Орест Кипренский. Дитя Киприды | страница 43
Нет, он понял, в чем ошибка Кости! Тот «заговорил» свою любовь, ударился в умствования, в размышления. А ведь в запасе у Кости было нечто такое, чему он, Орест, страстно завидовал. Чего ему самому безумно не хватало. Он воспитан был по-монастырски. Привык любить «издалека». Ему пока что не давались такая бурная энергия жизни, такой чувственный восторг, как у Кости Батюшкова. Потому-то он так и рвался в Италию, – может, там он все это обретет?
А Костя знал все эти «полуденные» тайны. Ведь даже и тогда, прочитав, почти рыдая, свою элегию об «угасшем даре», он вдруг на миг замер и прочел совершенно другое, буйное и вакхическое, тоже написанное по приезде:
Финал этого стихотворения с буйным возгласом «Эвоэ!» врезался в сознание Ореста.
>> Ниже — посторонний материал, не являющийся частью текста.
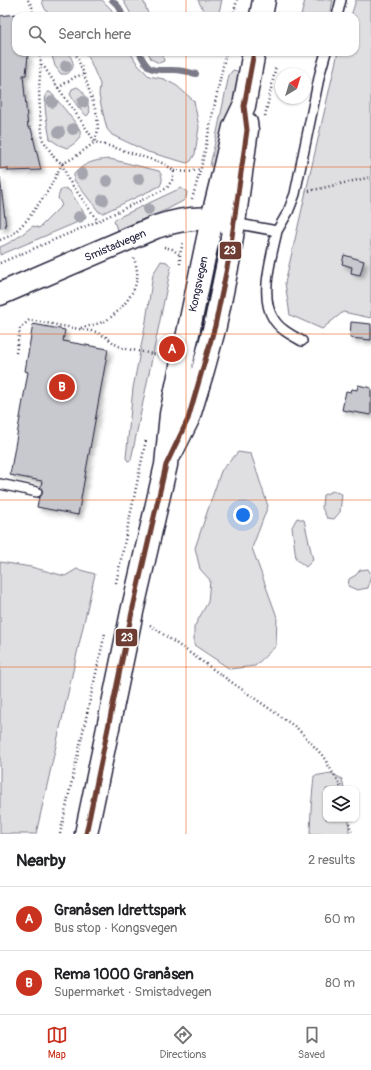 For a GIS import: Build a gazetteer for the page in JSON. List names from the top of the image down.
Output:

Он себя им в грустные минуты подбадривал. У Кости было, было же это «лекарство», и не на рубль, а на большие тысячи! Будь он, Орест, на месте Кости с этой его хмельной веселой смелостью, разве бы он отступил? При такой энергии, такой чувственной силе, таком горячем темпераменте он закружил бы свою подругу и она бы его ни за что не отвергла! У него, Ореста, пока нет таких сил, но будут, будут!..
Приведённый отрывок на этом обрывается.